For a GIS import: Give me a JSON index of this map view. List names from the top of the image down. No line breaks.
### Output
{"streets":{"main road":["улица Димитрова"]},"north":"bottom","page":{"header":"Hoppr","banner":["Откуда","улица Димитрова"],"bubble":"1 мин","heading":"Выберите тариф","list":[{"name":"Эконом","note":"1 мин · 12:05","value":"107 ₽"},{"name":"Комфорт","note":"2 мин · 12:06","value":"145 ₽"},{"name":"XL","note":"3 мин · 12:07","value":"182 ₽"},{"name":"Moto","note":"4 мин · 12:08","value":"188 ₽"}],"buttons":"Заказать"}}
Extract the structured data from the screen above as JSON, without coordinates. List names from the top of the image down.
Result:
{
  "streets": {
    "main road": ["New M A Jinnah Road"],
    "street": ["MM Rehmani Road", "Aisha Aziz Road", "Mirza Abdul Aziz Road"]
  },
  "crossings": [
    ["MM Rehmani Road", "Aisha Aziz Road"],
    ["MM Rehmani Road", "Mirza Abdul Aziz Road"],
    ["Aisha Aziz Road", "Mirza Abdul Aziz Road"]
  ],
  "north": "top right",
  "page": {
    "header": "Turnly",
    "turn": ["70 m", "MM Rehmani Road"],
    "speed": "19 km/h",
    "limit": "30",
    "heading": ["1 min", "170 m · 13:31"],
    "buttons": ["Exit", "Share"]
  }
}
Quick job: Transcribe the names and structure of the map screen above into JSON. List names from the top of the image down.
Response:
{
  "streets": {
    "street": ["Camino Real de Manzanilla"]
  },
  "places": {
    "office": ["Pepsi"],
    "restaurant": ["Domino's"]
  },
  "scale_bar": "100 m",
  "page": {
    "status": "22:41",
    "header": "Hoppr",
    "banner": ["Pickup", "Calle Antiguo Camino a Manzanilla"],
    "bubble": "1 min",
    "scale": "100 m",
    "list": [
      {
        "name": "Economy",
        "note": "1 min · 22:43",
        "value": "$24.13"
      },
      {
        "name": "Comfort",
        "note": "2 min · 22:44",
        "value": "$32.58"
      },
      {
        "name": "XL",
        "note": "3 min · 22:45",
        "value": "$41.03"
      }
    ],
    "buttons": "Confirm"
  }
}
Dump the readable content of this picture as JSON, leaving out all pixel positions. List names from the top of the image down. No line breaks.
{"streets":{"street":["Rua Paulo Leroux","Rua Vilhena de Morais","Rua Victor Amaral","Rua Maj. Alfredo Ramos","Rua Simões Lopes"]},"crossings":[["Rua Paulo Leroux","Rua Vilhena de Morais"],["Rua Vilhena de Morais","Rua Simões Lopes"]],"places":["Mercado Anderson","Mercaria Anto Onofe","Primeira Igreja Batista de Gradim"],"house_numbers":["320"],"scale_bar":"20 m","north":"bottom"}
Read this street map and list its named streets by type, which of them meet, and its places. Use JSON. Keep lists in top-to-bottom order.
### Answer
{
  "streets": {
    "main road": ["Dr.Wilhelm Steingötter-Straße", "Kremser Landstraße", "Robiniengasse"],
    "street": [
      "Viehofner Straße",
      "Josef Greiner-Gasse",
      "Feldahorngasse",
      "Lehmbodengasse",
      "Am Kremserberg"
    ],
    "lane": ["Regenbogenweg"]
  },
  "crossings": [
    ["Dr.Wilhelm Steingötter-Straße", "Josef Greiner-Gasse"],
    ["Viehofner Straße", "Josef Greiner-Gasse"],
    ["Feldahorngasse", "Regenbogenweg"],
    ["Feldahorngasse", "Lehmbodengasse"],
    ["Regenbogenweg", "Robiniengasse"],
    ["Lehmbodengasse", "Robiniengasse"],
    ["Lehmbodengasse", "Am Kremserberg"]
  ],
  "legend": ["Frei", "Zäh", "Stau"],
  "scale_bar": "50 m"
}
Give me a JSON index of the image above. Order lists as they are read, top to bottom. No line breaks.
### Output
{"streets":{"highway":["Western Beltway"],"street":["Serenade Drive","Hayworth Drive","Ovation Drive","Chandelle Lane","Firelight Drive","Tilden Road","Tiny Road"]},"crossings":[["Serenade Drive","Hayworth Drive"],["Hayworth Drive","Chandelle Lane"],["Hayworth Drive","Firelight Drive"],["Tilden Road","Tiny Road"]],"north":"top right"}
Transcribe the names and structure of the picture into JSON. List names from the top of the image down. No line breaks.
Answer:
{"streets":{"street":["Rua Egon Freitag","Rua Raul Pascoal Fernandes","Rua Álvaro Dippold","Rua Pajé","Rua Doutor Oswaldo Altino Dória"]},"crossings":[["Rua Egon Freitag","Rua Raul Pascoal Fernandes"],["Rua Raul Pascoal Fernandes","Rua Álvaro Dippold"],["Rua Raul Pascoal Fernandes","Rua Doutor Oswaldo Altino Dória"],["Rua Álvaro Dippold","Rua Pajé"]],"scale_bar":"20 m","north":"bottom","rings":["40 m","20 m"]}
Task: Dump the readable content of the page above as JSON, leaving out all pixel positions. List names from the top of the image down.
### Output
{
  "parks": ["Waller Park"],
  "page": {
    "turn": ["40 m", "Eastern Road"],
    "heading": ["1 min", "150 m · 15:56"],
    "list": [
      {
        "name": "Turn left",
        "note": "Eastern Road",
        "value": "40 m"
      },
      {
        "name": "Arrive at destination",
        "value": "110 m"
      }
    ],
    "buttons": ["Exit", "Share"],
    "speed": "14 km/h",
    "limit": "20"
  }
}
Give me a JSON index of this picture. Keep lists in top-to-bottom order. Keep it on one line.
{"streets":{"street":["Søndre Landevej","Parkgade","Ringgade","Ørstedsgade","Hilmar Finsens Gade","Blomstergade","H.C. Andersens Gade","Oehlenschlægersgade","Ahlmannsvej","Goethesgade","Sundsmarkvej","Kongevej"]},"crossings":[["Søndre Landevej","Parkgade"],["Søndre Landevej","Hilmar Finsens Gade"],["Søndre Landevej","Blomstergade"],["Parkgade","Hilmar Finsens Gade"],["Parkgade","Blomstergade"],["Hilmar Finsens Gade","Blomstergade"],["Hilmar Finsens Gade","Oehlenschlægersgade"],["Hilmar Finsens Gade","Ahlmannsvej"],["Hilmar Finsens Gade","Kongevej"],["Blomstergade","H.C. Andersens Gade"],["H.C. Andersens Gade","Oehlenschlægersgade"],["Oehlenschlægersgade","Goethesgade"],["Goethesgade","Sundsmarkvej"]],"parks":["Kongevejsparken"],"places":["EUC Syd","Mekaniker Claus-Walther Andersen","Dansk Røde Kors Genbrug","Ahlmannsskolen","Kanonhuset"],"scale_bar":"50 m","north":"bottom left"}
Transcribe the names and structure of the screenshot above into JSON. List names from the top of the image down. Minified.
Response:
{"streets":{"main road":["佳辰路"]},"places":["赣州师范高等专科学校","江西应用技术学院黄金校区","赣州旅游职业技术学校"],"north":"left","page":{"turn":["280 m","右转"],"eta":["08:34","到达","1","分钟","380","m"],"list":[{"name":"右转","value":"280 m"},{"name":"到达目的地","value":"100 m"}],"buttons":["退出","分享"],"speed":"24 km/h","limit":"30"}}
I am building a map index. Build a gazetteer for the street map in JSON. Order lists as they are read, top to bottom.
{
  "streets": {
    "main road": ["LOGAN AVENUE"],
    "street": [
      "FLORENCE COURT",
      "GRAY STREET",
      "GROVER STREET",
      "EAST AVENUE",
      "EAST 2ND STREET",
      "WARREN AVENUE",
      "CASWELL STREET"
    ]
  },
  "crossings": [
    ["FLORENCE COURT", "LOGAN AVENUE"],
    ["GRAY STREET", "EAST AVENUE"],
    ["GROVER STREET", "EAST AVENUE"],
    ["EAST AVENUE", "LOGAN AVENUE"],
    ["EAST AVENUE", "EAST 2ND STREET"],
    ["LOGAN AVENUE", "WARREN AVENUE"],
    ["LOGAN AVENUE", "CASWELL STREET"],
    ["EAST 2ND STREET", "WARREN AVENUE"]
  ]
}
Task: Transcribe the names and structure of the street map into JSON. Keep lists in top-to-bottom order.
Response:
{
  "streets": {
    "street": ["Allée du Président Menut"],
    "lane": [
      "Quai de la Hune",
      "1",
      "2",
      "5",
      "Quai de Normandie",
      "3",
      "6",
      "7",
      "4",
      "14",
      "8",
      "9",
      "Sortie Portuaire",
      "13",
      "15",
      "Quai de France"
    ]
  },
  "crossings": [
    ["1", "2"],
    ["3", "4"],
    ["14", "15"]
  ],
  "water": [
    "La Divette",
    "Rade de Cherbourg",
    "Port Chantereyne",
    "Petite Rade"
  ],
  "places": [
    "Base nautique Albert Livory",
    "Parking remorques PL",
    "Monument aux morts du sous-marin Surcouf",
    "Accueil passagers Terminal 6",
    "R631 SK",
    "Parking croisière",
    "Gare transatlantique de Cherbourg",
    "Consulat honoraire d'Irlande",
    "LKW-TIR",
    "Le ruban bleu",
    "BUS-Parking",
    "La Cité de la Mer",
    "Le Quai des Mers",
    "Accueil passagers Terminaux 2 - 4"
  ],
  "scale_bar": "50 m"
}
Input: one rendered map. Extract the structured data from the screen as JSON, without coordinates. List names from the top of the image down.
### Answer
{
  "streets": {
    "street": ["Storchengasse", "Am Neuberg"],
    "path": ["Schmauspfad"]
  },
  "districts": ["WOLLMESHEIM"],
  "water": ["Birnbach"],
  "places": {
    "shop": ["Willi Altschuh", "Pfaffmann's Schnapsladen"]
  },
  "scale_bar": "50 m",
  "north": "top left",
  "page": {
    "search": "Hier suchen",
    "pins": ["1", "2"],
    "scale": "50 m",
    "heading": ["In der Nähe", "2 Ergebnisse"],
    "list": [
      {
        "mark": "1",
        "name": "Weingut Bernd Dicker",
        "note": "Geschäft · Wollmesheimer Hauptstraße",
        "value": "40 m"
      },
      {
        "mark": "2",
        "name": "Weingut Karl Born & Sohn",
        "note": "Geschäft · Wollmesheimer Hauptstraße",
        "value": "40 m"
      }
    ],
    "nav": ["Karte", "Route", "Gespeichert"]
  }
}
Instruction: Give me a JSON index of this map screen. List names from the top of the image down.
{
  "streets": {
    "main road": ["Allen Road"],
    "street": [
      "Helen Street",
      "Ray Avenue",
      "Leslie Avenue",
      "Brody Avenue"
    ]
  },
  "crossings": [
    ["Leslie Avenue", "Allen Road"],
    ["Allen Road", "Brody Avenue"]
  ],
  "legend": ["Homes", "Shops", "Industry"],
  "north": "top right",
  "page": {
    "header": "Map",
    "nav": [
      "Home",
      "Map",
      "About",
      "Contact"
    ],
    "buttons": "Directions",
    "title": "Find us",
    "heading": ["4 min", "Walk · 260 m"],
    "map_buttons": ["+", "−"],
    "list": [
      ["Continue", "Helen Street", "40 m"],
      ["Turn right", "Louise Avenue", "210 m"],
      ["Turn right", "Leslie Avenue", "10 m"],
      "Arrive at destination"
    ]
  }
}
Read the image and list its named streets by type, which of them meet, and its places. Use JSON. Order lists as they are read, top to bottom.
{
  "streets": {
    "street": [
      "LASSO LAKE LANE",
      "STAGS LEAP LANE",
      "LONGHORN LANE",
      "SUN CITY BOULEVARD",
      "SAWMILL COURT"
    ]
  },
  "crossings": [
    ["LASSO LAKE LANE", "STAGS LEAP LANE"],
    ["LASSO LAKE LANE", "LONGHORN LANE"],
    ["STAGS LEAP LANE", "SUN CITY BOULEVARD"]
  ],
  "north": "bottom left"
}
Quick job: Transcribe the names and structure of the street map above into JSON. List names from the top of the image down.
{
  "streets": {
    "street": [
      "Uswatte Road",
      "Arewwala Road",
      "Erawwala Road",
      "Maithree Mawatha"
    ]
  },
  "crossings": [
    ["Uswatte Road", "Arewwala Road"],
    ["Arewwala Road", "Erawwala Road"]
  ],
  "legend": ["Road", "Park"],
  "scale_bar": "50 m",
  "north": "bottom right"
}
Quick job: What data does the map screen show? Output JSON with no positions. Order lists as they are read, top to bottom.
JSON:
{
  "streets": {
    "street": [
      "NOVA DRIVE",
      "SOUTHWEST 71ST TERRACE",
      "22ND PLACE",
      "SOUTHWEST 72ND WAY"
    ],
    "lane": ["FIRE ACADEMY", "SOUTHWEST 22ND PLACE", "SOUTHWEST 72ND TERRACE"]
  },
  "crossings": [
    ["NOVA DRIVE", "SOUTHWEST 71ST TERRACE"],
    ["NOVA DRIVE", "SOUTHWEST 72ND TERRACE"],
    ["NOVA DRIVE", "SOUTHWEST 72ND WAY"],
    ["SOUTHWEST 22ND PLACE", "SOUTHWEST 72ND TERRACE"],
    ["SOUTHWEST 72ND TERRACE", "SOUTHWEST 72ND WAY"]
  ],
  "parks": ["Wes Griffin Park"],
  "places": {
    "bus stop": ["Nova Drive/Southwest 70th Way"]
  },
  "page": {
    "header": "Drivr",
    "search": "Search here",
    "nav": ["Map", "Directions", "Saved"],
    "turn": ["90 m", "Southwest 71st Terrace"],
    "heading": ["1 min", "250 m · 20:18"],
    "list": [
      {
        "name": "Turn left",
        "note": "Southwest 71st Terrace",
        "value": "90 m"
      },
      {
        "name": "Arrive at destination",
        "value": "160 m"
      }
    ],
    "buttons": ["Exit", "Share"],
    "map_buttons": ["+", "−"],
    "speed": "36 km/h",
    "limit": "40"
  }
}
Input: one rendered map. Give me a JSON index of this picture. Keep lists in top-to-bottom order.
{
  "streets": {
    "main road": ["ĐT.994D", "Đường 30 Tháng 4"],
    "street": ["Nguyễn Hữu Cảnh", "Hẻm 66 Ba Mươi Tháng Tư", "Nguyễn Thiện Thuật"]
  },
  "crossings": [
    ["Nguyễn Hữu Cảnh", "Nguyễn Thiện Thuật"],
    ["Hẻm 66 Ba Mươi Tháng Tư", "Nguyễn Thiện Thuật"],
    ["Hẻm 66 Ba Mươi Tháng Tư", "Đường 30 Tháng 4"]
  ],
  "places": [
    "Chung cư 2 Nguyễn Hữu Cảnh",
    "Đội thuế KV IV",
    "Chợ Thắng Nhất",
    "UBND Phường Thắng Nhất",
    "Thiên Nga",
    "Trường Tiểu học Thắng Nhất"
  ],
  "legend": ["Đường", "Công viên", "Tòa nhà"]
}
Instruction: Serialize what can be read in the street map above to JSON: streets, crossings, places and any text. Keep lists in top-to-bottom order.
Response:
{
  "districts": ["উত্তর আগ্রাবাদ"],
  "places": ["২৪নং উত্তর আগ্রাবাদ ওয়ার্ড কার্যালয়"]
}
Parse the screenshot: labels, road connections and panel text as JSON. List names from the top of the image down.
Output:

-------

§ **Problem details**
Copy out only the lines above from the one with "Extract the structured data from the screen above" to the one with "Quick job: Transcribe the names and structure of the map", inclusive, exactly as they stand.

§ **Response to this task**
Extract the structured data from the screen above as JSON, without coordinates. List names from the top of the image down.
Result:
{
  "streets": {
    "main road": ["New M A Jinnah Road"],
    "street": ["MM Rehmani Road", "Aisha Aziz Road", "Mirza Abdul Aziz Road"]
  },
  "crossings": [
    ["MM Rehmani Road", "Aisha Aziz Road"],
    ["MM Rehmani Road", "Mirza Abdul Aziz Road"],
    ["Aisha Aziz Road", "Mirza Abdul Aziz Road"]
  ],
  "north": "top right",
  "page": {
    "header": "Turnly",
    "turn": ["70 m", "MM Rehmani Road"],
    "speed": "19 km/h",
    "limit": "30",
    "heading": ["1 min", "170 m · 13:31"],
    "buttons": ["Exit", "Share"]
  }
}
Quick job: Transcribe the names and structure of the map screen above into JSON. List names from the top of the image down.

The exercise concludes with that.